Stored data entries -
== Segment start ==

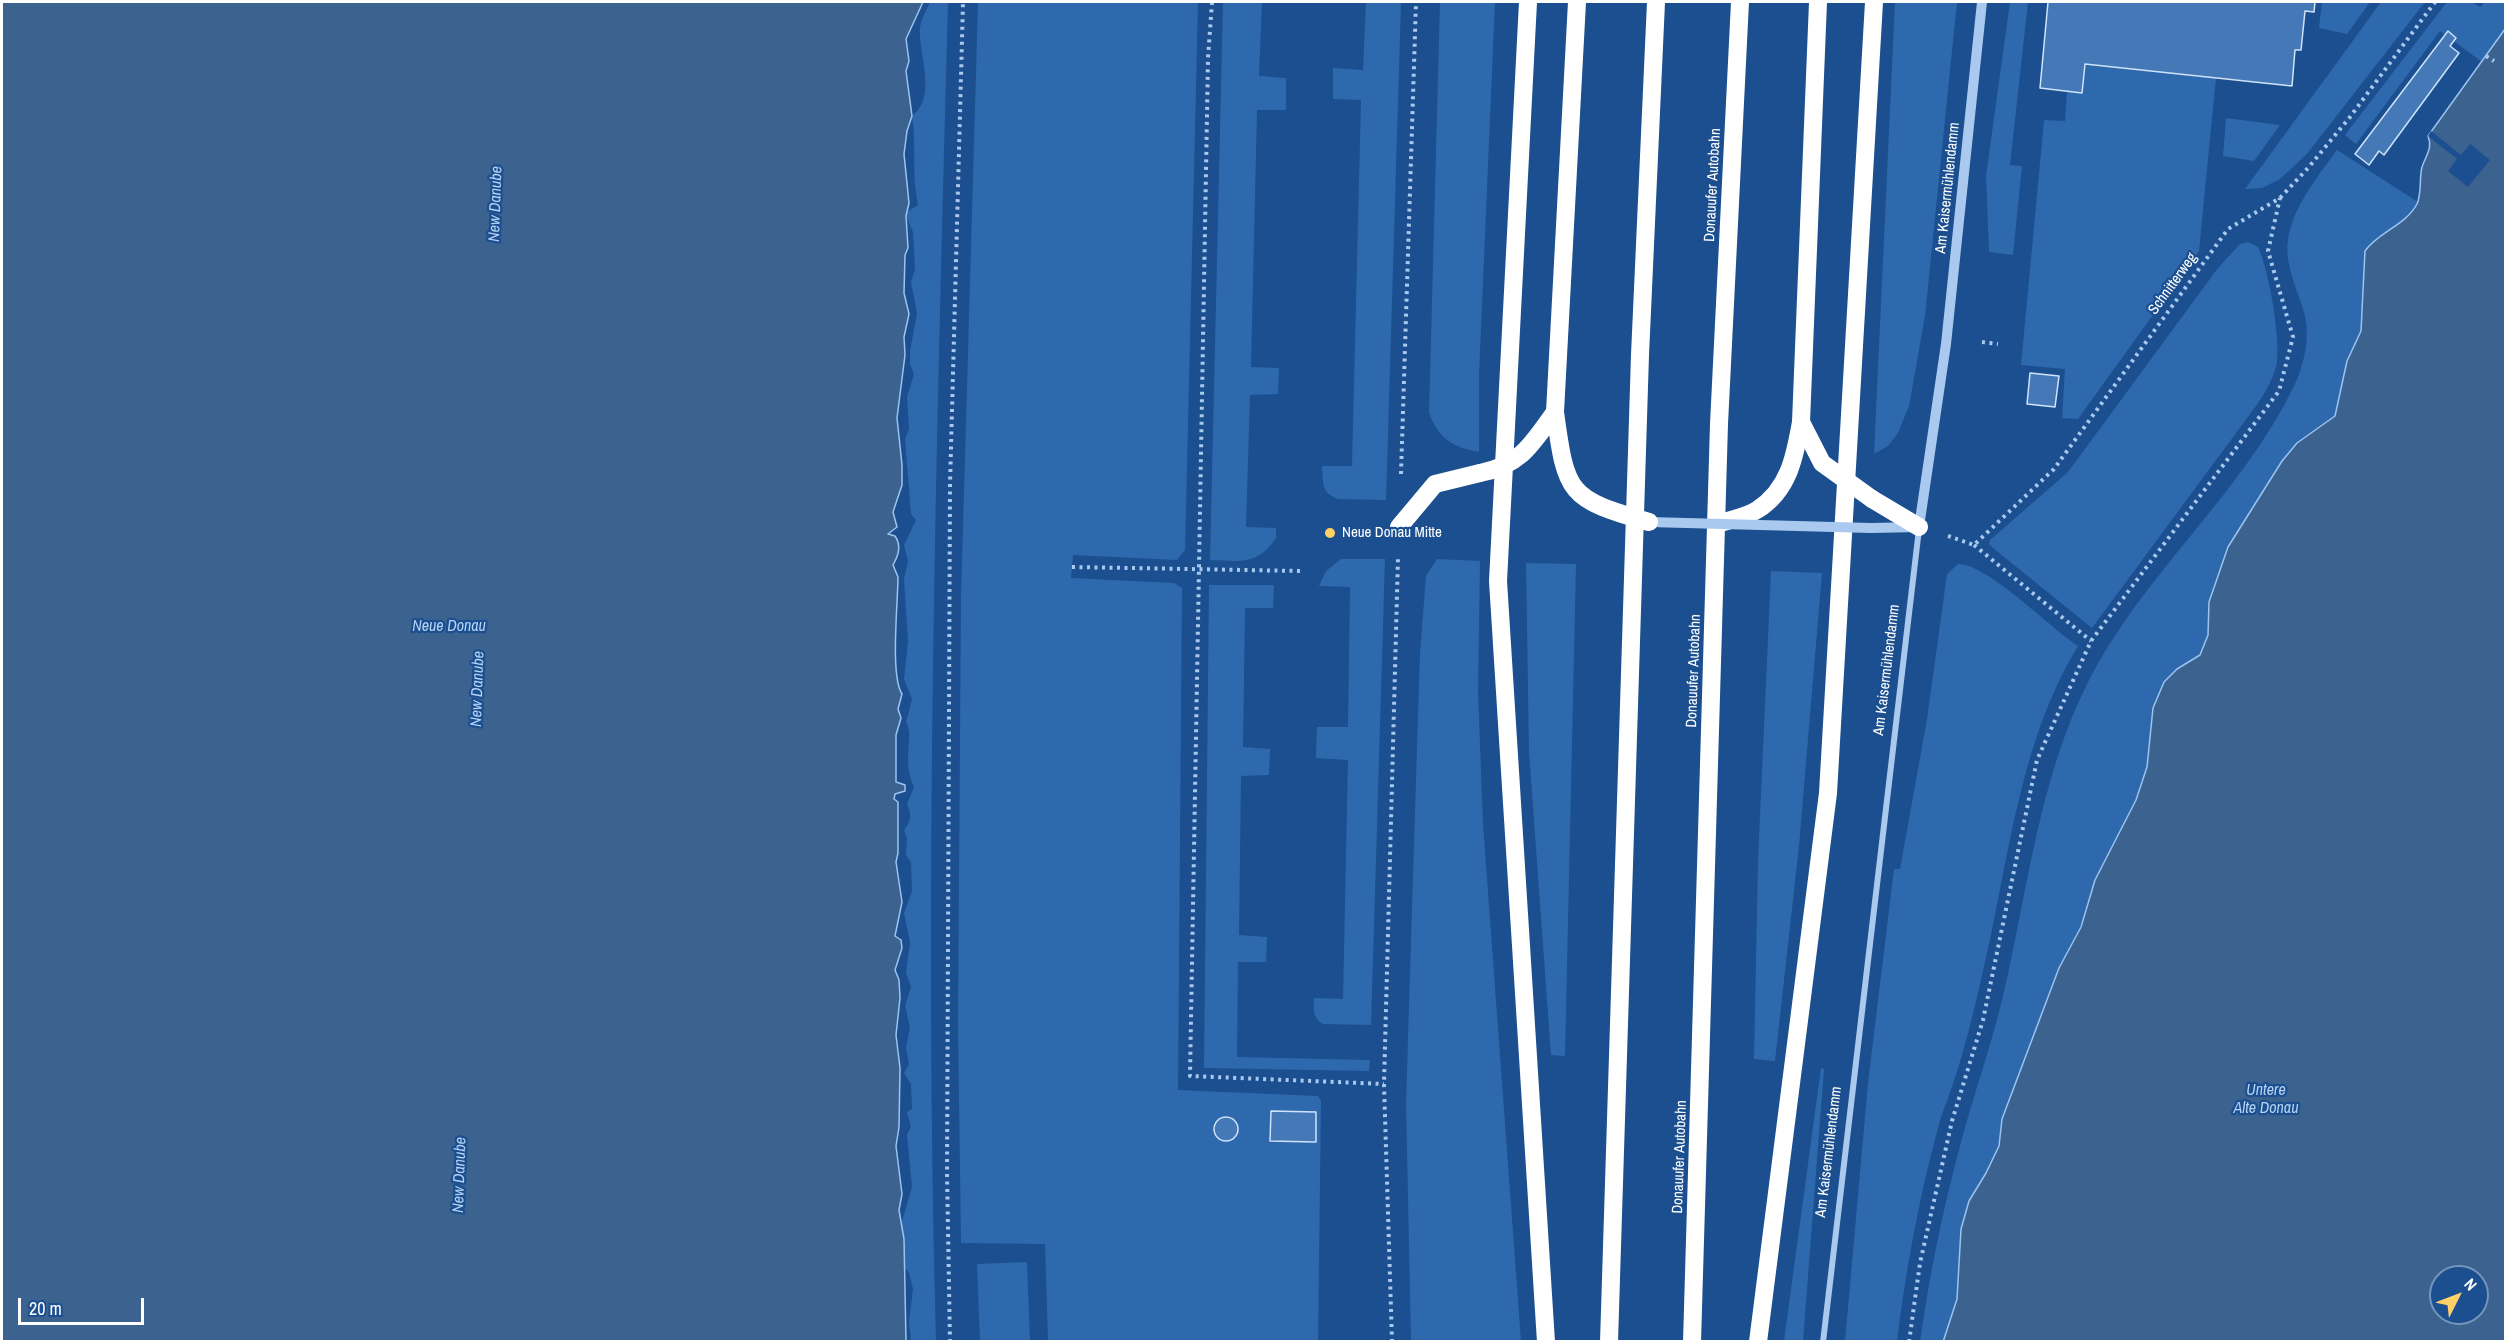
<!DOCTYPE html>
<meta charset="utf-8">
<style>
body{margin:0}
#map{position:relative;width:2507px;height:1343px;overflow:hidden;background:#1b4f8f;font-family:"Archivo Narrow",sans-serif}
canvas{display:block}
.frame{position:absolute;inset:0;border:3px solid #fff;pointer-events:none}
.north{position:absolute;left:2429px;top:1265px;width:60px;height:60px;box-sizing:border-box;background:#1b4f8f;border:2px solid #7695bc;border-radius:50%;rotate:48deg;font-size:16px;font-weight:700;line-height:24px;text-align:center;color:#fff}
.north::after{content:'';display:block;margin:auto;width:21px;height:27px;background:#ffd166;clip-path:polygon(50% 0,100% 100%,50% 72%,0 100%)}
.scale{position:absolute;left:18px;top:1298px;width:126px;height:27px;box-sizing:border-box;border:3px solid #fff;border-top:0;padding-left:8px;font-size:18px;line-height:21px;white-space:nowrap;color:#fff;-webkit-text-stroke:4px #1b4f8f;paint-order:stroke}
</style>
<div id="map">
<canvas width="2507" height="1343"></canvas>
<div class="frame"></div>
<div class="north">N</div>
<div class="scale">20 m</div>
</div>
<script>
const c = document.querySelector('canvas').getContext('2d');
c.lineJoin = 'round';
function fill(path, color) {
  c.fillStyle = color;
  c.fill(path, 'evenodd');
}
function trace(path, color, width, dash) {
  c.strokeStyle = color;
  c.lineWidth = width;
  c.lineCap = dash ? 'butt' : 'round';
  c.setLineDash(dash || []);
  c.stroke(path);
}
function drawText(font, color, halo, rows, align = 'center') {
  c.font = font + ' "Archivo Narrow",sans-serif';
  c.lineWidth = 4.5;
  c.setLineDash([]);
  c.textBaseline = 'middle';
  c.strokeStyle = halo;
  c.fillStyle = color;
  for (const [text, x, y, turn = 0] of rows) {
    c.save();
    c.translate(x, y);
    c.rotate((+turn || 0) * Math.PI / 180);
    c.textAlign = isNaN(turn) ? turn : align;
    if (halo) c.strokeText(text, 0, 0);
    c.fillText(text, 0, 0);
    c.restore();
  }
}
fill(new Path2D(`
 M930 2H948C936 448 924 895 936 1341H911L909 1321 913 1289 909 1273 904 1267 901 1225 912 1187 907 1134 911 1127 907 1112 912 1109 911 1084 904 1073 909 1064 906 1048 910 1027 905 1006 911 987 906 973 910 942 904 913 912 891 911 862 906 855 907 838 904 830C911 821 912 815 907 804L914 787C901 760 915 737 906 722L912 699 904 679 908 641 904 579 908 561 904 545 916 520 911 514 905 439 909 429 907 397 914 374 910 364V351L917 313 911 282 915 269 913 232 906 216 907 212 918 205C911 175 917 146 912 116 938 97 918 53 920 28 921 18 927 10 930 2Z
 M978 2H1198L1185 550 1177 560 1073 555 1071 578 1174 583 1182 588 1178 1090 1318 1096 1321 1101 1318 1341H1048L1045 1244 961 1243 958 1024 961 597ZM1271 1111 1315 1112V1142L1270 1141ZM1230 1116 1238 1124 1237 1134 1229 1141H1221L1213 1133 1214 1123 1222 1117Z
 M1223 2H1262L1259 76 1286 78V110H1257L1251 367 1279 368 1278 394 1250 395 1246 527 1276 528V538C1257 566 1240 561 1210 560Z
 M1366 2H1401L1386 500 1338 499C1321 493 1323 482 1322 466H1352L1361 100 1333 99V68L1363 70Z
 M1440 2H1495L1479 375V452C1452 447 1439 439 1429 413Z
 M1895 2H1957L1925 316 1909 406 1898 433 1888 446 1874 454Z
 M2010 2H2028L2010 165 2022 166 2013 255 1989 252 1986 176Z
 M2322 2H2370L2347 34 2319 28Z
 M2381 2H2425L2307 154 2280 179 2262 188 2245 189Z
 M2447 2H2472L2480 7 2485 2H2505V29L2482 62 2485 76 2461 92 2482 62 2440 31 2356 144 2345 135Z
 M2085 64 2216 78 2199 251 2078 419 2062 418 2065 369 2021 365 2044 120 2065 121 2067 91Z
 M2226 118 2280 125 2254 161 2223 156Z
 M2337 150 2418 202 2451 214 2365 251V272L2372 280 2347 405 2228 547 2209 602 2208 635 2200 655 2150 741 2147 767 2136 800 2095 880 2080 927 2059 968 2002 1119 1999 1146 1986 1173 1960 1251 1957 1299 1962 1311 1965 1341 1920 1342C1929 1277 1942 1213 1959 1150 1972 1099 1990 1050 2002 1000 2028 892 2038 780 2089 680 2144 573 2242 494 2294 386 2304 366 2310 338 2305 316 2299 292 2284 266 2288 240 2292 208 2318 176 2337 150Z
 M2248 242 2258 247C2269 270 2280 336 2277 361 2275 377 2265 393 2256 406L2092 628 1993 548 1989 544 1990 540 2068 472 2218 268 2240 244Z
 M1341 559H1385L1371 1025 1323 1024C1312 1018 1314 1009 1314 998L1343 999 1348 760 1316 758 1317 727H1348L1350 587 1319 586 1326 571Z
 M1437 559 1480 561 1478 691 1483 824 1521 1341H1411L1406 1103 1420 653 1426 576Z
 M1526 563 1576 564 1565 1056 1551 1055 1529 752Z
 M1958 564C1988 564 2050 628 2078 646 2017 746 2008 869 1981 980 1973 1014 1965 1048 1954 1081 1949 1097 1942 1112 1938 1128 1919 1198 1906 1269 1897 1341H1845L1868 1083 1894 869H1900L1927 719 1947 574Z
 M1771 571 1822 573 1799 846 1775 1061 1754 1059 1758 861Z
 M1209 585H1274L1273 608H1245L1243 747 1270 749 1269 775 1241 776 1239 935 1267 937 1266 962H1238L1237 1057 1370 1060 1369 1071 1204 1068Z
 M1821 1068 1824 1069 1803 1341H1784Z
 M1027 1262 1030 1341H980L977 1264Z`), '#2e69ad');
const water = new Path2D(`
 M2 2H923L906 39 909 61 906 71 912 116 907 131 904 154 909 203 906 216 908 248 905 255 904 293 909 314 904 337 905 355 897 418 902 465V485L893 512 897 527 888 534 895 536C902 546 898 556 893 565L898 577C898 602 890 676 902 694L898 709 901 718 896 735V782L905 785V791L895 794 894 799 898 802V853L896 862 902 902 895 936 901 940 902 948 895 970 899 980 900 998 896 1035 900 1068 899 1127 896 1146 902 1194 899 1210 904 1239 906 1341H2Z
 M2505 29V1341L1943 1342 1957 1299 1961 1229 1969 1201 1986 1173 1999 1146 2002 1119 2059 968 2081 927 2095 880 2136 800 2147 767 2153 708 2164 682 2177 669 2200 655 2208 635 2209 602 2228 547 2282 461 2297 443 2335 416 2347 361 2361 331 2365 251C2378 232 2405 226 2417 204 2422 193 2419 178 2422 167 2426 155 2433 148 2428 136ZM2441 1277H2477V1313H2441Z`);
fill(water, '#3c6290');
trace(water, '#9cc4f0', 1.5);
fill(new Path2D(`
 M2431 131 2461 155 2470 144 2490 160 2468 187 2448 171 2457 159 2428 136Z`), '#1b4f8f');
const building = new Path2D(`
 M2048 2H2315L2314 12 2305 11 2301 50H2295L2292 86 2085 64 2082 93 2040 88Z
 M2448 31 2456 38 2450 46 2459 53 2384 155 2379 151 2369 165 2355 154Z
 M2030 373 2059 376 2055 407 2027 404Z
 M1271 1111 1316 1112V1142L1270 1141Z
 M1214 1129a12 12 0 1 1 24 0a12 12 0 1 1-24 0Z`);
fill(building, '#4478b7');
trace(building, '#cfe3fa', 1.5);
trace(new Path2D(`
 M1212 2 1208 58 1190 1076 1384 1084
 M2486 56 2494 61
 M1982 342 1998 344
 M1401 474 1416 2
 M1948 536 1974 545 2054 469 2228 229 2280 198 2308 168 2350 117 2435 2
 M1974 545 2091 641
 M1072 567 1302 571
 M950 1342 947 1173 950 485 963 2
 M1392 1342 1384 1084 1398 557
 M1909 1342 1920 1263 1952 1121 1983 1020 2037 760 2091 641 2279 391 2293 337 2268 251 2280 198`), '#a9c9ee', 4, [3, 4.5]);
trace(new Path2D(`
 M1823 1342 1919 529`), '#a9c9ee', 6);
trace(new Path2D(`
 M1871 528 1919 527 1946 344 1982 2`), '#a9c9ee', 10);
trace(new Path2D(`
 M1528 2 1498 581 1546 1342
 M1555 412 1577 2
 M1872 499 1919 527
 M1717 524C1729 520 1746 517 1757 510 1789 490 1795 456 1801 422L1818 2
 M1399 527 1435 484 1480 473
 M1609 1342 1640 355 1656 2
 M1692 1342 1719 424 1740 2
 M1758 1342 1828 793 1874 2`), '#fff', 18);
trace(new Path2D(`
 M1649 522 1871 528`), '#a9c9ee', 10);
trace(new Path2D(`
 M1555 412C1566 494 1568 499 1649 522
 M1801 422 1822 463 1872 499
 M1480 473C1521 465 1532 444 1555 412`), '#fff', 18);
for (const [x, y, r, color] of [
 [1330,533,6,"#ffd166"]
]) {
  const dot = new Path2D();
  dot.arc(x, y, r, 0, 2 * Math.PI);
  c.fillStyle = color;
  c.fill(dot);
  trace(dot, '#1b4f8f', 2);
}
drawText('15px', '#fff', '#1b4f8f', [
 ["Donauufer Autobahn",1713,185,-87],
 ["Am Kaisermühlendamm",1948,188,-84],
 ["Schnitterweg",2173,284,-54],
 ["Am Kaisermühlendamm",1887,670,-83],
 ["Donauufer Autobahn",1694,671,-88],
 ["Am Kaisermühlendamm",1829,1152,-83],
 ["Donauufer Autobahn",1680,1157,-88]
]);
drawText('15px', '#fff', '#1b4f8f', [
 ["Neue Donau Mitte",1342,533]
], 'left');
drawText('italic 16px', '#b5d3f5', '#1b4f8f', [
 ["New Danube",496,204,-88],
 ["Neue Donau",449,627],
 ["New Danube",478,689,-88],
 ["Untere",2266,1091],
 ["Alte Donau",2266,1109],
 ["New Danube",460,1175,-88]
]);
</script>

== Segment end ==

Reproduce exactly the entries above, limited to the lines from the one with "M1341 559H1385L1371 1025" through the one with "M2 2H923L906 39", both included.

Written answer -
 M1341 559H1385L1371 1025 1323 1024C1312 1018 1314 1009 1314 998L1343 999 1348 760 1316 758 1317 727H1348L1350 587 1319 586 1326 571Z
 M1437 559 1480 561 1478 691 1483 824 1521 1341H1411L1406 1103 1420 653 1426 576Z
 M1526 563 1576 564 1565 1056 1551 1055 1529 752Z
 M1958 564C1988 564 2050 628 2078 646 2017 746 2008 869 1981 980 1973 1014 1965 1048 1954 1081 1949 1097 1942 1112 1938 1128 1919 1198 1906 1269 1897 1341H1845L1868 1083 1894 869H1900L1927 719 1947 574Z
 M1771 571 1822 573 1799 846 1775 1061 1754 1059 1758 861Z
 M1209 585H1274L1273 608H1245L1243 747 1270 749 1269 775 1241 776 1239 935 1267 937 1266 962H1238L1237 1057 1370 1060 1369 1071 1204 1068Z
 M1821 1068 1824 1069 1803 1341H1784Z
 M1027 1262 1030 1341H980L977 1264Z`), '#2e69ad');
const water = new Path2D(`
 M2 2H923L906 39 909 61 906 71 912 116 907 131 904 154 909 203 906 216 908 248 905 255 904 293 909 314 904 337 905 355 897 418 902 465V485L893 512 897 527 888 534 895 536C902 546 898 556 893 565L898 577C898 602 890 676 902 694L898 709 901 718 896 735V782L905 785V791L895 794 894 799 898 802V853L896 862 902 902 895 936 901 940 902 948 895 970 899 980 900 998 896 1035 900 1068 899 1127 896 1146 902 1194 899 1210 904 1239 906 1341H2Z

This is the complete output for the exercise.